Moreover, they will have to pass a so-called ‘cultural test’, in which they would receive points based on so-called cultural and production criteria. Cultural criteria are assessed by how much of Slovakia’s culture, history, nature, literature or music a film depicts, as well as whether the film touches on themes that resonate in Slovak society. The production criteria are based on employment of staff from countries of the European Economy Area (EEA), the distribution in EEA member states and filming in Slovak production studios.

Successful applicants must score at least 24 out of 48 points, with at least nine points satisfying cultural criteria, the amendment reads.

The amendment also specifies that the justified costs cannot include the subsidy from the Audiovisual Fund or the state budget.

The Culture Ministry submitted the draft amendment for interdepartmental review on July 15. If passed in parliament, the amendment will come into force on January 1, 2014.

The amendment might face problems

Putting the amendment into practice might be a bit problematic. One reason for this is the scarcity of film studios in Slovakia, which disappeared after the Štúdio Koliba was privatised in 1996. The spaces are currently used by private television network JOJ.

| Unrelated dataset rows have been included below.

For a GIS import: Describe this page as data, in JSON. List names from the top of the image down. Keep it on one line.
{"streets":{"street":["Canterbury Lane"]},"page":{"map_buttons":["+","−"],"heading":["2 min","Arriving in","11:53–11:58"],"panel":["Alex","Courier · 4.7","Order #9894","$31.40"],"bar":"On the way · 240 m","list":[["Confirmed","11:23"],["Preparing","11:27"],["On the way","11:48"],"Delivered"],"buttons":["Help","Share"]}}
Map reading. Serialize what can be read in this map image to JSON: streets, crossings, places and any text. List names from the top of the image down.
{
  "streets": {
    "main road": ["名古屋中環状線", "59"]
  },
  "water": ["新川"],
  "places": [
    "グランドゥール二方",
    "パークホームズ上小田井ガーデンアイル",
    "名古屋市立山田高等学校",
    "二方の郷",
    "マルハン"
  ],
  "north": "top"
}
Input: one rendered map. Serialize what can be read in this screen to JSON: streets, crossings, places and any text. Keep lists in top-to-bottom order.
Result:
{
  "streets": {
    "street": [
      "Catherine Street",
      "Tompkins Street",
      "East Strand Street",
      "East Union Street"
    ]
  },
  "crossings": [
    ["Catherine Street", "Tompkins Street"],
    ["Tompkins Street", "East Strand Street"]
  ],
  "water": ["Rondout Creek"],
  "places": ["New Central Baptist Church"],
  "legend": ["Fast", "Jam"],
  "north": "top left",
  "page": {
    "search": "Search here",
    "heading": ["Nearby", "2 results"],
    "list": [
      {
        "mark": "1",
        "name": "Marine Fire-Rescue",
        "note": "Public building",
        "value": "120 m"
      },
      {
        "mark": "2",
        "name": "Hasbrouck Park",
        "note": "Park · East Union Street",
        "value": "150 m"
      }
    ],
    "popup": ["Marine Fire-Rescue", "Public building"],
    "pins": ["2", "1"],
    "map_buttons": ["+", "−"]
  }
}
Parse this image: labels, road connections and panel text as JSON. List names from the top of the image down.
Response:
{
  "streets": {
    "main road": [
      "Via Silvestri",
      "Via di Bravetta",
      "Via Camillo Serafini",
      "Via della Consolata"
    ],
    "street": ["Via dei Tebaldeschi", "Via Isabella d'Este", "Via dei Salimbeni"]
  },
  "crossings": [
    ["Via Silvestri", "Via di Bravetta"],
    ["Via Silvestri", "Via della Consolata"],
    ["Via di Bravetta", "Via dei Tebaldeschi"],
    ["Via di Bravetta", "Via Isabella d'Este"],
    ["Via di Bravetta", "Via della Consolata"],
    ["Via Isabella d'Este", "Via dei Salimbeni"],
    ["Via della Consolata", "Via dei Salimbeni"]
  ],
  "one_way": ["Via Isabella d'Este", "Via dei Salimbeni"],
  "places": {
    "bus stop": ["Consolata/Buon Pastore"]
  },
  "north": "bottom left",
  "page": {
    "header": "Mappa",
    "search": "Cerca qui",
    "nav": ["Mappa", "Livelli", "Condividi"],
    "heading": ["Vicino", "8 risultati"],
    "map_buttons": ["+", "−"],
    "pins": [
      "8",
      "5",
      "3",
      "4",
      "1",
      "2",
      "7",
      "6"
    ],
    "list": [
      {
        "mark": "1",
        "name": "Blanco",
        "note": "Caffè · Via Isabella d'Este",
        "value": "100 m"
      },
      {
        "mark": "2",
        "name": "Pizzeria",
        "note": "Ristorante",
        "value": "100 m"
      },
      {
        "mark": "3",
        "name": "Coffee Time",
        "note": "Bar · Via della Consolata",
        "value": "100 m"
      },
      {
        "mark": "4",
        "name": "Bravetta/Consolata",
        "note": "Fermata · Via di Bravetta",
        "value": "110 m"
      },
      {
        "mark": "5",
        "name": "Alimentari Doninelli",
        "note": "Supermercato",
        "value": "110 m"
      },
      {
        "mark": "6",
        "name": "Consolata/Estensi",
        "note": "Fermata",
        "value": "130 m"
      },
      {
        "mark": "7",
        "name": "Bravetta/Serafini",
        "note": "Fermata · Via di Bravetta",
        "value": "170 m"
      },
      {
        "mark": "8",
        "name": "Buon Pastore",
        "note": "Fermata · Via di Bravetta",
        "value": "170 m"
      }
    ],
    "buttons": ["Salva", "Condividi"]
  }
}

Šmatlák said that Slovakia in fact destroyed its industrial film production base, adding that the consequences of this are still felt today, as reported by SITA.

Yet, the private company Solid Enterprise has introduced a project to build modern film and television production studios worth €60 million in Bratislava’s city borough Jarovce. The construction should start in spring 2014 and finish by September 2016, the Trendreality.sk website wrote in May.

Mistríková considers setting the limit of the justified costs at €2 million counterproductive, as the limits in other countries are lower, as reported by SITA.

When asked about what is missing from the current version of the amendment, Mistríková said that it is still at the beginning of the legislative process and that it is important that its basic aim corresponds to the needs of the film industry. She hopes that the Culture Ministry will discuss possible changes to the amendment with those who are “its target group”.